Tout en regrettant amèrement la perte de mes derniers sous, mon unique ressource, j’éprouvais une triste satisfaction à penser que Régina habitait Paris, et que je possédais un secret d’une grande importance pour elle. Je ne pouvais plus en douter : ou cet inconnu était aimé d’elle, ou il l’aimait ; et, dans ces deux suppositions, mon esprit se perdait à comprendre comment un homme épris ou aimé de cette noble et charmante jeune fille, pouvait s’abandonner fréquemment à une si honteuse dépravation. Quant au secret dont ces égarements avaient sans doute été jusqu’alors entourés, je me l’expliquais par le choix et l’isolement des lieux où, pour la seconde fois, je venais de rencontrer cet inconnu.

Ces pensées eurent assez d’influence sur moi pour m’empêcher, durant quelques instants, de songer à l’avenir ; mais bientôt je retombai accablé sous l’imminence de ma position ; il fallait près de cinq jours pour que je pusse recevoir la réponse de Claude Gérard, et je ne possédais pas de quoi retirer cette lettre du bureau restant à Paris. Et le lendemain ? et les jours suivants ? comment vivre ? où gîter la nuit ? Si misérable qu’eût été souvent ma vie, jusqu’alors le hasard avait du moins voulu que je ne connusse jamais ces terribles étreintes de la faim dont je commençais à souffrir.

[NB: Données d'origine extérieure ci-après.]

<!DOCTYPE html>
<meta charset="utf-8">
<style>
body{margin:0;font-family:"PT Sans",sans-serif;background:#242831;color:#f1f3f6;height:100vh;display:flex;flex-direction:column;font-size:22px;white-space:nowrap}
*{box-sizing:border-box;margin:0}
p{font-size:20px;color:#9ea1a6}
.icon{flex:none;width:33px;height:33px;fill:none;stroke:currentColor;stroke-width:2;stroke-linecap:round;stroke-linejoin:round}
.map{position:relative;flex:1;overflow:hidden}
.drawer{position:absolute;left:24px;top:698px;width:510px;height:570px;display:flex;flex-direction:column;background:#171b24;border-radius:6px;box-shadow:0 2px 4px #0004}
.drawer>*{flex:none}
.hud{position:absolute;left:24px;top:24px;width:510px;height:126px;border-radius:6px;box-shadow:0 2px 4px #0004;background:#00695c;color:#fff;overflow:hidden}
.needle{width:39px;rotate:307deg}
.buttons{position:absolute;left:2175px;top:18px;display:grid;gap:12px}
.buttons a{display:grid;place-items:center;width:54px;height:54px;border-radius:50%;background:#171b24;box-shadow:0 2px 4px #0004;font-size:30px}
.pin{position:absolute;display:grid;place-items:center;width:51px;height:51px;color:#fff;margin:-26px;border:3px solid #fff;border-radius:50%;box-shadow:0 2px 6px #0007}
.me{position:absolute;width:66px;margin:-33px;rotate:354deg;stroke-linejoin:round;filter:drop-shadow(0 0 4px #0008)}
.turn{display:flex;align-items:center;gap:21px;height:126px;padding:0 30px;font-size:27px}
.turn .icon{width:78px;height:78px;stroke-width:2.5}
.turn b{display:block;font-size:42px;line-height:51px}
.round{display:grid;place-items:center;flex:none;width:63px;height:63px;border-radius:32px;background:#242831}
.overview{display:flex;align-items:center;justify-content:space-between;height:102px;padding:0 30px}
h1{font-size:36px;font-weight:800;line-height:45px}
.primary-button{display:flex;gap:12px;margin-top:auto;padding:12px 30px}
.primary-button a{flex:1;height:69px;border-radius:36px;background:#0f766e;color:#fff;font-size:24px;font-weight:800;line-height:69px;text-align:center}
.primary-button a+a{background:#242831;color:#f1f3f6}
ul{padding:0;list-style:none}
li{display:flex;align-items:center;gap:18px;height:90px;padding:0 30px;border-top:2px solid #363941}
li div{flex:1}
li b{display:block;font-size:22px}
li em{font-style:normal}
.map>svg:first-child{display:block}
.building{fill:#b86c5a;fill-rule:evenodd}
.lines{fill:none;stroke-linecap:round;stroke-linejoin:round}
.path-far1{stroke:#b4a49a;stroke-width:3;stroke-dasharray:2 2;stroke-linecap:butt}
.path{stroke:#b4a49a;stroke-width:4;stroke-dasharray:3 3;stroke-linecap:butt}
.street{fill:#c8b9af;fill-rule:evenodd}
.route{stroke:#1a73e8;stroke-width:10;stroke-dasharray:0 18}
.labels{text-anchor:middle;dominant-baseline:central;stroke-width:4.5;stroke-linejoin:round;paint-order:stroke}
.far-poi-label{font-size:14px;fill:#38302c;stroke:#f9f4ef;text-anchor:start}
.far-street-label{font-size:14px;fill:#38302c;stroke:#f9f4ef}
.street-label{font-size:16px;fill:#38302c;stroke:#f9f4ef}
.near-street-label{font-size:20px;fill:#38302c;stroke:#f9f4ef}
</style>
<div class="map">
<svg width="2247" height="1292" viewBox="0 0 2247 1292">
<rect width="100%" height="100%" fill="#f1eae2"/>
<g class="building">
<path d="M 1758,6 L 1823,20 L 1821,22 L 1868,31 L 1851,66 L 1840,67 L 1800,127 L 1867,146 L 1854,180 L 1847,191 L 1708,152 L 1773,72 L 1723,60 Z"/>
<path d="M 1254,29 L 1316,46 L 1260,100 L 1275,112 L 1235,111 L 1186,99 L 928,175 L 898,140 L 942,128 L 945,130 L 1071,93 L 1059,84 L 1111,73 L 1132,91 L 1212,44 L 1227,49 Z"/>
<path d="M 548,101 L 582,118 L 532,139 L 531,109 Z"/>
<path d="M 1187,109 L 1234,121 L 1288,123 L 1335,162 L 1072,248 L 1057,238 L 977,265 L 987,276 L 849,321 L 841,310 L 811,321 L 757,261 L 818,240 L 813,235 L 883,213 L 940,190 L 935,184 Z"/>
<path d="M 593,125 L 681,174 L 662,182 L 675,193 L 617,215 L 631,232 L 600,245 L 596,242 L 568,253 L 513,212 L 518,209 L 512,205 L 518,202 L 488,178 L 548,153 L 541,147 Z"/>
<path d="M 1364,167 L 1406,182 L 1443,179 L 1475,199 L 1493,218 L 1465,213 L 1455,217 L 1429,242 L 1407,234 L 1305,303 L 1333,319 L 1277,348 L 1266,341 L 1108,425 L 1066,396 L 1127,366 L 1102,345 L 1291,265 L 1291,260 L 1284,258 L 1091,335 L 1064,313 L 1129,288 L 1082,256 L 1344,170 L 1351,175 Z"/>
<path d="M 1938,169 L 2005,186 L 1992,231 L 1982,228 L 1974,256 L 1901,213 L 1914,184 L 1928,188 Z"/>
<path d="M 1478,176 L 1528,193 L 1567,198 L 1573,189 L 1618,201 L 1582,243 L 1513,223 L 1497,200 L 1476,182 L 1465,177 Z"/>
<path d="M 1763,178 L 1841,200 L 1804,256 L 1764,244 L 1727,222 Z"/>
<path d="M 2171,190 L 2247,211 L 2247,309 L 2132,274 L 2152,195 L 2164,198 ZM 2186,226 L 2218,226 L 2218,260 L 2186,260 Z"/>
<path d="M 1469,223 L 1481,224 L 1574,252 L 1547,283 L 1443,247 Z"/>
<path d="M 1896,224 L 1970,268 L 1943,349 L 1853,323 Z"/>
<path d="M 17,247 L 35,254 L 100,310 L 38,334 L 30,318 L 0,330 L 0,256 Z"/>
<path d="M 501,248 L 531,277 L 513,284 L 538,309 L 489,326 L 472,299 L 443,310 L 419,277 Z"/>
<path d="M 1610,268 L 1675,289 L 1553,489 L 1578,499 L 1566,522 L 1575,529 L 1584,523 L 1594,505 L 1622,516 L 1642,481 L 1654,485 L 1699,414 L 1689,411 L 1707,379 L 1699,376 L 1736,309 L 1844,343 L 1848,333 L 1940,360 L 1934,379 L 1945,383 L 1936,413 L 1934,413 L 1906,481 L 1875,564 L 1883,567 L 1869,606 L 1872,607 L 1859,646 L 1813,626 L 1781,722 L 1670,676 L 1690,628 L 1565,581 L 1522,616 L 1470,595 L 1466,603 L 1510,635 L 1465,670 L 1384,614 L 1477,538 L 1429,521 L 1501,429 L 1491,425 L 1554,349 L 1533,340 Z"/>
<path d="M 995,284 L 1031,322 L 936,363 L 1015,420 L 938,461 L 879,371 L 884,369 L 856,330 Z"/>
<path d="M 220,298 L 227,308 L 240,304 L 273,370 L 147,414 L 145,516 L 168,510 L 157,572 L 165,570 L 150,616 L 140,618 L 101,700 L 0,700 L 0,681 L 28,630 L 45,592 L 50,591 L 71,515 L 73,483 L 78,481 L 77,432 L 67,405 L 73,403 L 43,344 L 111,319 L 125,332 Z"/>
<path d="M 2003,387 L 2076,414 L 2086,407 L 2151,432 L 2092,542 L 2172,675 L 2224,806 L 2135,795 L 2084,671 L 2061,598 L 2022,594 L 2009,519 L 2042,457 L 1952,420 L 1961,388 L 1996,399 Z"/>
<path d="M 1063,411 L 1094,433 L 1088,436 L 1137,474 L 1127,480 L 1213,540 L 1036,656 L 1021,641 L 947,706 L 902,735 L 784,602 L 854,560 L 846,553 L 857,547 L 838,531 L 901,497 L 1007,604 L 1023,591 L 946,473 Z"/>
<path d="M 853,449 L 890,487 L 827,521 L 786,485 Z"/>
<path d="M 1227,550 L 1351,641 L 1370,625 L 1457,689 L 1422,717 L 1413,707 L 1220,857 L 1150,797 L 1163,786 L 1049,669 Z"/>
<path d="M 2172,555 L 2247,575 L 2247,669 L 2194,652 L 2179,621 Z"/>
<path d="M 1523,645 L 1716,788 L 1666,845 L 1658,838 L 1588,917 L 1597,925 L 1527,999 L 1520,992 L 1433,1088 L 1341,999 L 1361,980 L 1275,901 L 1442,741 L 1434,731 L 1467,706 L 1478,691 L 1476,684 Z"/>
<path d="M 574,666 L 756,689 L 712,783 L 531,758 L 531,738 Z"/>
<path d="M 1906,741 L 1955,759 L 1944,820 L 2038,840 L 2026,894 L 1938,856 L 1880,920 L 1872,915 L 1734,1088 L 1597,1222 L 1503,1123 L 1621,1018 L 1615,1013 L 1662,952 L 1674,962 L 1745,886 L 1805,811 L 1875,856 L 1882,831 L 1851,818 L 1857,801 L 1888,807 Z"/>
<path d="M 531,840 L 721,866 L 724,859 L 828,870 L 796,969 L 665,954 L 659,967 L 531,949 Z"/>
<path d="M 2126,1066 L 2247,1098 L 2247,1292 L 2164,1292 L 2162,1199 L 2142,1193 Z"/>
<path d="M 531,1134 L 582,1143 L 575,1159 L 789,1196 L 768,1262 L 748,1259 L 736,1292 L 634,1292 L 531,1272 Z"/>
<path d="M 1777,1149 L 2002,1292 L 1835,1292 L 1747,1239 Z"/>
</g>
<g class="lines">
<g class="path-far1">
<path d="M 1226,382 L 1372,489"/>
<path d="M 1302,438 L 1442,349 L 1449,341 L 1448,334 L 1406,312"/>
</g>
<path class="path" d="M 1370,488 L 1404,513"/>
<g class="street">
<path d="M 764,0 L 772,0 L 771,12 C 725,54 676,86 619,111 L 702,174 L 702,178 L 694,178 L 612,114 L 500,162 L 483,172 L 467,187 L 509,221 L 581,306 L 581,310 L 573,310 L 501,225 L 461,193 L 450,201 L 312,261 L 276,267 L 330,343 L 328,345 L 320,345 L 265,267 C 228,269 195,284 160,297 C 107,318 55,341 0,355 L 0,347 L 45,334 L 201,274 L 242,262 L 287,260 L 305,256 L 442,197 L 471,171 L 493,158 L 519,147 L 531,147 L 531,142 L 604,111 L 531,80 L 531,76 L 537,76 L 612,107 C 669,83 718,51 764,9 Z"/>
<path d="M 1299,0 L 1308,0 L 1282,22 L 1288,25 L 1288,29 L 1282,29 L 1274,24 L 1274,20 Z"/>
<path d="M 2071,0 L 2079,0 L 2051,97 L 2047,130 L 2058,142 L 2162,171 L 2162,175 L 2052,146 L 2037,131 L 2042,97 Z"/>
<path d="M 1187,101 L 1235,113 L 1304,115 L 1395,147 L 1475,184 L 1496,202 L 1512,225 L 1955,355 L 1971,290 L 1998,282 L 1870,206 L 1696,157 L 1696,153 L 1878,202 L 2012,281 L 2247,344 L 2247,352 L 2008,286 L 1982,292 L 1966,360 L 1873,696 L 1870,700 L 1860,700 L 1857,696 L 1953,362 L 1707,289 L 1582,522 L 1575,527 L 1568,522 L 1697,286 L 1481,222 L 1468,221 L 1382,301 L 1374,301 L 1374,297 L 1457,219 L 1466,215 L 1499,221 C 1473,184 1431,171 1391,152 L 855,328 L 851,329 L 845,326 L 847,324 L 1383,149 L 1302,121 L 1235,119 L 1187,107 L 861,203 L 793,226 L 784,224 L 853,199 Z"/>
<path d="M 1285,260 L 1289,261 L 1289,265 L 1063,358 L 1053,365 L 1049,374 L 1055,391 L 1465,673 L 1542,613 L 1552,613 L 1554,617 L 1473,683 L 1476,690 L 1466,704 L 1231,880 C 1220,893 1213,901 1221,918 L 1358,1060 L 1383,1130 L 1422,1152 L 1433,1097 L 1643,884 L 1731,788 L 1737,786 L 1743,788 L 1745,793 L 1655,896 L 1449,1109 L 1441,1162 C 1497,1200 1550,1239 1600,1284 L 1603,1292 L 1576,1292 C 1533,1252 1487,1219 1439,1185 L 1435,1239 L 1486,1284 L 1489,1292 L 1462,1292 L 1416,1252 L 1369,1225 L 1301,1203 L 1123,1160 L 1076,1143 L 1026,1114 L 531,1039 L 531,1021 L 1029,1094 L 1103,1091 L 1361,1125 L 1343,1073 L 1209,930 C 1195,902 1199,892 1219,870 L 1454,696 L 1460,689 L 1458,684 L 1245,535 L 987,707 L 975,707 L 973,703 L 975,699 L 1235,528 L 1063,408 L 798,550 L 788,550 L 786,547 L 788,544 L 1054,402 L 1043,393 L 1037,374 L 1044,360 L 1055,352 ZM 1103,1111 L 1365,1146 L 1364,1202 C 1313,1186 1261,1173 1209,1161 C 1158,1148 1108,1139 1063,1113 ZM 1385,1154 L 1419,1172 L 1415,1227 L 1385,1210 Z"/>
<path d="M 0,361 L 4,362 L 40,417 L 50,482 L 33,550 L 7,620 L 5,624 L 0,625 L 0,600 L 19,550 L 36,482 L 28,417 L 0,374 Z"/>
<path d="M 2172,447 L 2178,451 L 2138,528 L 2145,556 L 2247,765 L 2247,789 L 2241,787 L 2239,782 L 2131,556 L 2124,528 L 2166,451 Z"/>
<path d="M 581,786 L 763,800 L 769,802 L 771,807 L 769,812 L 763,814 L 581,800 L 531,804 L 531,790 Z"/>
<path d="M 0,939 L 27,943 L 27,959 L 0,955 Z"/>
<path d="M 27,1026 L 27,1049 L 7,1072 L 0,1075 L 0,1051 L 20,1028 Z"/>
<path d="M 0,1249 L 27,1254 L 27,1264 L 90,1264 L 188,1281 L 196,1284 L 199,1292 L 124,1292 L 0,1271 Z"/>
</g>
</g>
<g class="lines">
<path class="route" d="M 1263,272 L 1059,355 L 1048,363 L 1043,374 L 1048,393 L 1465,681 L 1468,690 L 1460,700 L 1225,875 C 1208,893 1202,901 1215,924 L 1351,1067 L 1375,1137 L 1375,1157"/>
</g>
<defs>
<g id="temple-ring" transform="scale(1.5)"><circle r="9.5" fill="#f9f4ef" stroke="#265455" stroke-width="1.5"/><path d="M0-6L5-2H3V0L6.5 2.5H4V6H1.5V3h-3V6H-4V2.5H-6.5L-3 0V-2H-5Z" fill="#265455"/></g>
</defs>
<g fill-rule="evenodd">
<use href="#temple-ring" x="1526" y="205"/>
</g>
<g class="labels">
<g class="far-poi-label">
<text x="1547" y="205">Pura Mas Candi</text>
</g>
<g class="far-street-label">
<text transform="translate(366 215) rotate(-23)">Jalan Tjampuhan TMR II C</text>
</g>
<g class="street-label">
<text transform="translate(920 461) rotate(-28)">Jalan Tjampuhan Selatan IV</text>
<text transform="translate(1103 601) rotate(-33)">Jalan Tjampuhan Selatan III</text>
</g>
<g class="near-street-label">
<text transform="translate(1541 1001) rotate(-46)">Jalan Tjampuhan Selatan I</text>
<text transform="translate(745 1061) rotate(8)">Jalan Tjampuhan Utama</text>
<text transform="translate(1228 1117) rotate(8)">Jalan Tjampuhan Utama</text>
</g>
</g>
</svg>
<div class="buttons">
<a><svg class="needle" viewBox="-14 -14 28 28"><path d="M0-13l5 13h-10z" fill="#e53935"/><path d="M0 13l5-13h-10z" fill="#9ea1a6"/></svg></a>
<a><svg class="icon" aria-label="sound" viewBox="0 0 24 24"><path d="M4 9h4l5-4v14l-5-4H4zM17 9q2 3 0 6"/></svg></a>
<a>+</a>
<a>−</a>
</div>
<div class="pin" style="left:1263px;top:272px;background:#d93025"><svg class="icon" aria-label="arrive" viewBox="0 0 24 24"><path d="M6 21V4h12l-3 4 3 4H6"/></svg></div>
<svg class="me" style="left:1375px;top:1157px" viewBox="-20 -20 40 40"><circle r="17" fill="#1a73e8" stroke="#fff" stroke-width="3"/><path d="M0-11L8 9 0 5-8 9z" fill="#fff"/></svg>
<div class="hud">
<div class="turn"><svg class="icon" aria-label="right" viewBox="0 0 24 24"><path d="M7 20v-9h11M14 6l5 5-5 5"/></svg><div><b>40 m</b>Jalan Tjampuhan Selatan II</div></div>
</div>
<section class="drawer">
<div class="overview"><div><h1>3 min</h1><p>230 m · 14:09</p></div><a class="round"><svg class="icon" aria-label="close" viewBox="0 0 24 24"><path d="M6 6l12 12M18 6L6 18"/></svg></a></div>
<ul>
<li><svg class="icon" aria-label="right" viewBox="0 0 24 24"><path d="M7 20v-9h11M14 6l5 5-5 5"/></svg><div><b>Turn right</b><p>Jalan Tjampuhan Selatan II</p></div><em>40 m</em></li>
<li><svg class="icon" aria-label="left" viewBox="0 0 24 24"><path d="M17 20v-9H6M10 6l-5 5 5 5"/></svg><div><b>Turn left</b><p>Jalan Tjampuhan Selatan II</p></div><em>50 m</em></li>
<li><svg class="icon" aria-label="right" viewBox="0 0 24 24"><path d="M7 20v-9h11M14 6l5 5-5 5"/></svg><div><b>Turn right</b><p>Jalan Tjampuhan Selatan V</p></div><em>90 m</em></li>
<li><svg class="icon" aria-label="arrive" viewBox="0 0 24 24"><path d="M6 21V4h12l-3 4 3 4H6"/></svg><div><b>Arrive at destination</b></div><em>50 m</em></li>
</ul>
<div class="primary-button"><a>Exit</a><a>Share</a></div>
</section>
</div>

Un moment je crus trouver dans le sommeil le repos et surtout l’oubli du besoin… Mais, à mon cruel désappointement, je restai éveillé presque toute la nuit, sauf quelques rares assoupissements remplis d’agitation et de vagues terreurs ; l’humidité devint peu à peu si pénétrante, que, bien avant le jour, je fus forcé d’abandonner mon gîte, frissonnant de froid et tellement dominé par la faim, que je ne songeai plus qu’à une chose : — à manger, — c’est-à-dire aux moyens de me procurer du pain.